The European Semiconductor Act is on track to attract more than 100 billion euros ($108.41 billion) of private investment in Europe’s semiconductor industry by 2030, according to a European Commission official.
Thomas Skordas, speaking at a conference in Antwerp on the future of the initiative, said the European Semiconductor Act aims to compete with similar programs in the United States, Japan and China , which support their domestic microchip manufacturers.
The European Semiconductor Act has led to “investment promises of around €100 billion to expand manufacturing capacity in the EU by 2030,” Skordas claimed. This act, announced with funding of €43 billion, relies largely on individual governments, with the Commission having so far approved very little actual funding.
However, companies including Intel and TSMC announced plans this year to build factories in Germany, at a cost exceeding 30 billion euros.
Skordas, an official in the Commission’s digital unit, said the Commission expects to finalize funding for R&D pilot lines in four sub-sectors of the chip industry by September, including one grant of 2.5 billion euros for the development of extremely advanced chips in Europe. Unspecified funding for another pilot line to develop photonics, or chips that use light instead of electricity, is also in the works.
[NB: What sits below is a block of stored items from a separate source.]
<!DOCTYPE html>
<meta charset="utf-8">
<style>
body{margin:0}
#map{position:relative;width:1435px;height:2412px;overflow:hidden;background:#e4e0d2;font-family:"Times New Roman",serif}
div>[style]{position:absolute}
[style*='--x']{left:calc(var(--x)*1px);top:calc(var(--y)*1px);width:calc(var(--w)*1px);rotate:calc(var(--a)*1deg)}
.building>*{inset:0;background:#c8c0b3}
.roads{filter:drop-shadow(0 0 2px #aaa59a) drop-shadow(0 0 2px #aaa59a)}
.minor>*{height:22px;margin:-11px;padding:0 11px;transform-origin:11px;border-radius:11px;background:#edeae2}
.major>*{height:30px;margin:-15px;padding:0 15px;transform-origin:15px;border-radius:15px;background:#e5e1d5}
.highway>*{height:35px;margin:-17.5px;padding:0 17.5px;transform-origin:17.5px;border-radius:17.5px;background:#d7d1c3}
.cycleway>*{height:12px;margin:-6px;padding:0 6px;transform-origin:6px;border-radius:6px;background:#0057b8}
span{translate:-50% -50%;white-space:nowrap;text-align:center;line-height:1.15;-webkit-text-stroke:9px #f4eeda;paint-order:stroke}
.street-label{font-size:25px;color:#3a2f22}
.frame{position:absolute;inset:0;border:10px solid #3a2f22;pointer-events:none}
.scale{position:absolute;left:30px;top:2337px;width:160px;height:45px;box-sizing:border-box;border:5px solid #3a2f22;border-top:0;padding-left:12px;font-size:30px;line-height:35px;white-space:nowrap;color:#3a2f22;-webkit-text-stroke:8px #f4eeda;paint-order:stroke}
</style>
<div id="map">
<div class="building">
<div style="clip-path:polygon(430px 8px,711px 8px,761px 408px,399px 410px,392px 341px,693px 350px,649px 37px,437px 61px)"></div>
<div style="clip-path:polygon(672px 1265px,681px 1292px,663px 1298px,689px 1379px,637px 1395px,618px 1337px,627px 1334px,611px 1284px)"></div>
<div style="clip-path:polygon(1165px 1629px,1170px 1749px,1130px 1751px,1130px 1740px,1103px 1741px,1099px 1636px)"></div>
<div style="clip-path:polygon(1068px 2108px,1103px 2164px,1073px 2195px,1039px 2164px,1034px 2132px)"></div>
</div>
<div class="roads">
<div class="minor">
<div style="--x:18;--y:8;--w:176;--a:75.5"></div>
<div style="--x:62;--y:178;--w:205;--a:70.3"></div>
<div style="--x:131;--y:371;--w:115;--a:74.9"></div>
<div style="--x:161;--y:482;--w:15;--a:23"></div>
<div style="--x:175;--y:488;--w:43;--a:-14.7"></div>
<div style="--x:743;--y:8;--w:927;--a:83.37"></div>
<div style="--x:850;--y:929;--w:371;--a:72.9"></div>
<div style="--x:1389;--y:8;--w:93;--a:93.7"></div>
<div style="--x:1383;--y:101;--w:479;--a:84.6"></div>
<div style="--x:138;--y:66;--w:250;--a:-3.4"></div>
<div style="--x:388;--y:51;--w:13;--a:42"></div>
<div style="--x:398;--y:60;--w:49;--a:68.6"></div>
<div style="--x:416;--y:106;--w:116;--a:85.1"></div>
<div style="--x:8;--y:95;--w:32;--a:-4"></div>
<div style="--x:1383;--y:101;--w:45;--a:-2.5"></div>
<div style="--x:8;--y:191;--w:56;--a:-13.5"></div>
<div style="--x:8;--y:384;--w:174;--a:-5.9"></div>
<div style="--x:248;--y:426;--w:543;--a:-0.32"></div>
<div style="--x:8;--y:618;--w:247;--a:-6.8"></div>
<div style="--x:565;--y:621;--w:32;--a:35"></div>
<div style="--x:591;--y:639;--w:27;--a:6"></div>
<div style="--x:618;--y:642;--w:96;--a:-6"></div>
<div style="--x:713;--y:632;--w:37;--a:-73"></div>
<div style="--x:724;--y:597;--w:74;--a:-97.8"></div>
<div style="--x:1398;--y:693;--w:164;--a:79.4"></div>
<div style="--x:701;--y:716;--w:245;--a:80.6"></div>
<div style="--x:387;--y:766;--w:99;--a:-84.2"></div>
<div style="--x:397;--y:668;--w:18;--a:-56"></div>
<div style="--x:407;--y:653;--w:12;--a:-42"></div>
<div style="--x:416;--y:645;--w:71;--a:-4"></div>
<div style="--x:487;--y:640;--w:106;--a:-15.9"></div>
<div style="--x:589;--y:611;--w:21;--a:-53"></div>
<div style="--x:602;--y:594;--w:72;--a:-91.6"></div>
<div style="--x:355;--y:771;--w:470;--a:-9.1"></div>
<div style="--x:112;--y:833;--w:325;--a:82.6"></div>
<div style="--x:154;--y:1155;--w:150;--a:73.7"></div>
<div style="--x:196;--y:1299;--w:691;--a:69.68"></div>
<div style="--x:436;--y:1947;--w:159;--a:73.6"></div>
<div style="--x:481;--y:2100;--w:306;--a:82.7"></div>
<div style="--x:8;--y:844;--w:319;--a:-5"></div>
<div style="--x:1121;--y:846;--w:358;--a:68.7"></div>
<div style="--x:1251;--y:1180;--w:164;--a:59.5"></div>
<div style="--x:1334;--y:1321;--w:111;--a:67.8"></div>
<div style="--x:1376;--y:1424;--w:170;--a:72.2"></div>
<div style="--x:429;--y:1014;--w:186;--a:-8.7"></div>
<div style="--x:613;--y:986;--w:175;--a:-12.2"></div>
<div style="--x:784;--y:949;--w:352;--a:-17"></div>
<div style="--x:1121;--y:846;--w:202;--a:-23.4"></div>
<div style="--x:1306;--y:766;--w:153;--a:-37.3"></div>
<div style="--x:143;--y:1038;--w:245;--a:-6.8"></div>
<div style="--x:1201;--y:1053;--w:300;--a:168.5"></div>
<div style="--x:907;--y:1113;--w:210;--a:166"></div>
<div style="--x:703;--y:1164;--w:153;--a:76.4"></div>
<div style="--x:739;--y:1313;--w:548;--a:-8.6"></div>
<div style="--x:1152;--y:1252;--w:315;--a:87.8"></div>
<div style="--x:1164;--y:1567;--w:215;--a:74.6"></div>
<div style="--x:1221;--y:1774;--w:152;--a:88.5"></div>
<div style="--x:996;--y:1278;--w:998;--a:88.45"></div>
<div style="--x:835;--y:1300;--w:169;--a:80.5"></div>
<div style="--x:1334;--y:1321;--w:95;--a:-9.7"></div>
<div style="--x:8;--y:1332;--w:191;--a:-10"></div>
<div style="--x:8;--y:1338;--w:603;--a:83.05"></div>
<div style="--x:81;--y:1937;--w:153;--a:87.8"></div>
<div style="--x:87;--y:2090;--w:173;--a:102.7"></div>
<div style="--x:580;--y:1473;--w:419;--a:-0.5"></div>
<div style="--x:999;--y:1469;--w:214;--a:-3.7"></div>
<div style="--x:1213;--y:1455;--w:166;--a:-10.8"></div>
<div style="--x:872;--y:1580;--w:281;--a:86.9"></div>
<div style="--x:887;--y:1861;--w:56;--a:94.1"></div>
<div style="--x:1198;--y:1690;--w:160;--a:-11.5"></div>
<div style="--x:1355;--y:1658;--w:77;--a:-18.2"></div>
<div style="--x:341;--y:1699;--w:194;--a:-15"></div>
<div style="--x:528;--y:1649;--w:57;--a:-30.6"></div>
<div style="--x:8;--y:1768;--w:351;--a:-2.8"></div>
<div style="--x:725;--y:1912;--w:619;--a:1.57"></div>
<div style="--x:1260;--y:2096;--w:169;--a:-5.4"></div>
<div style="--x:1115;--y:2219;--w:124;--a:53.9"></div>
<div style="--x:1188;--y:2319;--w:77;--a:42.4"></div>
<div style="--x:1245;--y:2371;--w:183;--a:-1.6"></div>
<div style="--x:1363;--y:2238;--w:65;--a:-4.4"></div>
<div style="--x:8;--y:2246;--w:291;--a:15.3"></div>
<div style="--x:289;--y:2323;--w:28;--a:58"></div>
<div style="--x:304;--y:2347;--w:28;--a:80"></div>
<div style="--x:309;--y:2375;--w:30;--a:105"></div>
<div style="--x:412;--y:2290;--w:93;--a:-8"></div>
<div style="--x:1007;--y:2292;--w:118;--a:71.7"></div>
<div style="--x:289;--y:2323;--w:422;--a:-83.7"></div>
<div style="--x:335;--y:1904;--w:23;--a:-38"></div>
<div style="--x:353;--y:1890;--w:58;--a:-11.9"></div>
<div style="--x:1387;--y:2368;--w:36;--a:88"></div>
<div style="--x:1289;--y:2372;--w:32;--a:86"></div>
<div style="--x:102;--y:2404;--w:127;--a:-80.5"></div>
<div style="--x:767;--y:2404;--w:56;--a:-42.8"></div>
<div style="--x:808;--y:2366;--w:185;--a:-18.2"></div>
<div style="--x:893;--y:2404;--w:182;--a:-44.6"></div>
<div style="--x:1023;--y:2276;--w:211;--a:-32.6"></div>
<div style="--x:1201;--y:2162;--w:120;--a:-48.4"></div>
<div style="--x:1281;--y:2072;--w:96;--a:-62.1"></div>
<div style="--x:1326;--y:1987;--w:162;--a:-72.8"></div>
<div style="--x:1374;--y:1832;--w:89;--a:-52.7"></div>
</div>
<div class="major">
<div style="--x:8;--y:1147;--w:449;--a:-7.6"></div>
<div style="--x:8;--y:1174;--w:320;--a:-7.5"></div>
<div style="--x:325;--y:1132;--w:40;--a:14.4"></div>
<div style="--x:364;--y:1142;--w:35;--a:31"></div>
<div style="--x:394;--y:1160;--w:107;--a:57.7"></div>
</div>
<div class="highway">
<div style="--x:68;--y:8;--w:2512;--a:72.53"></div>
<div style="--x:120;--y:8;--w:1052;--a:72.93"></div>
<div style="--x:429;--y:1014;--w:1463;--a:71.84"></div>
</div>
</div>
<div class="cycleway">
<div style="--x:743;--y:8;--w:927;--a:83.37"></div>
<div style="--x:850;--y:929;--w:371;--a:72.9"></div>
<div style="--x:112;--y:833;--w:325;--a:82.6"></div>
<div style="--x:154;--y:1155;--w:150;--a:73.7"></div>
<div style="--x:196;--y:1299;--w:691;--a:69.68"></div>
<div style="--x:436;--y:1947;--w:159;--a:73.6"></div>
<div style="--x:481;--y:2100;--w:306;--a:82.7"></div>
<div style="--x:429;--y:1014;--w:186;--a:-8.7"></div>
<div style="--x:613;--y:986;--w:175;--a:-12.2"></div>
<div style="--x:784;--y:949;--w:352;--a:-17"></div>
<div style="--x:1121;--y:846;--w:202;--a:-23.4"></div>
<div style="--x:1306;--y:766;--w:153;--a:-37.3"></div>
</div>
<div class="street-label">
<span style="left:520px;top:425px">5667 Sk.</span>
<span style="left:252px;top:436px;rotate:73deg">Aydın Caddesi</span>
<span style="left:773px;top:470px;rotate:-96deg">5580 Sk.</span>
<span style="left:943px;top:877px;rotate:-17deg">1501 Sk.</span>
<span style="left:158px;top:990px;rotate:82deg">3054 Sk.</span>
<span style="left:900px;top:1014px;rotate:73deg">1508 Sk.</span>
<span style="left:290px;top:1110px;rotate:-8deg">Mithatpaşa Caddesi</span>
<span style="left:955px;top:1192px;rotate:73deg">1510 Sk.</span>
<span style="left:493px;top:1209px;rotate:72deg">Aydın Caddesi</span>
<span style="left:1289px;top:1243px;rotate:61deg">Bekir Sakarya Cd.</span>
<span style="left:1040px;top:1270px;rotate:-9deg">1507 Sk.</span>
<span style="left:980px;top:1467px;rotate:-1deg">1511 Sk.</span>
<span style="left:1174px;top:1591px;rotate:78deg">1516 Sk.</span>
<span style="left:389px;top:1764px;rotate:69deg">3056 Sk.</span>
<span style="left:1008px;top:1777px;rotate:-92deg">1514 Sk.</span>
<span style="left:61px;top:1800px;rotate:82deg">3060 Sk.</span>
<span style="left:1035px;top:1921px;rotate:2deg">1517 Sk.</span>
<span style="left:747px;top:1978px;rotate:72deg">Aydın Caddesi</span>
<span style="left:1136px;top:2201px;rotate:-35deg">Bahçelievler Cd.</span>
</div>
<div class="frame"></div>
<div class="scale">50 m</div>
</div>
The Commission is also arranging funding for a European design platform that will give companies, academics and startups access to the software tools needed to design their own chips. Most advanced chipmakers design chips but leave manufacturing to specialists such as TSMC, Samsung or Intel. “In July, we plan to open the call for the consortium that will be responsible for the design and development of this platform at the European level.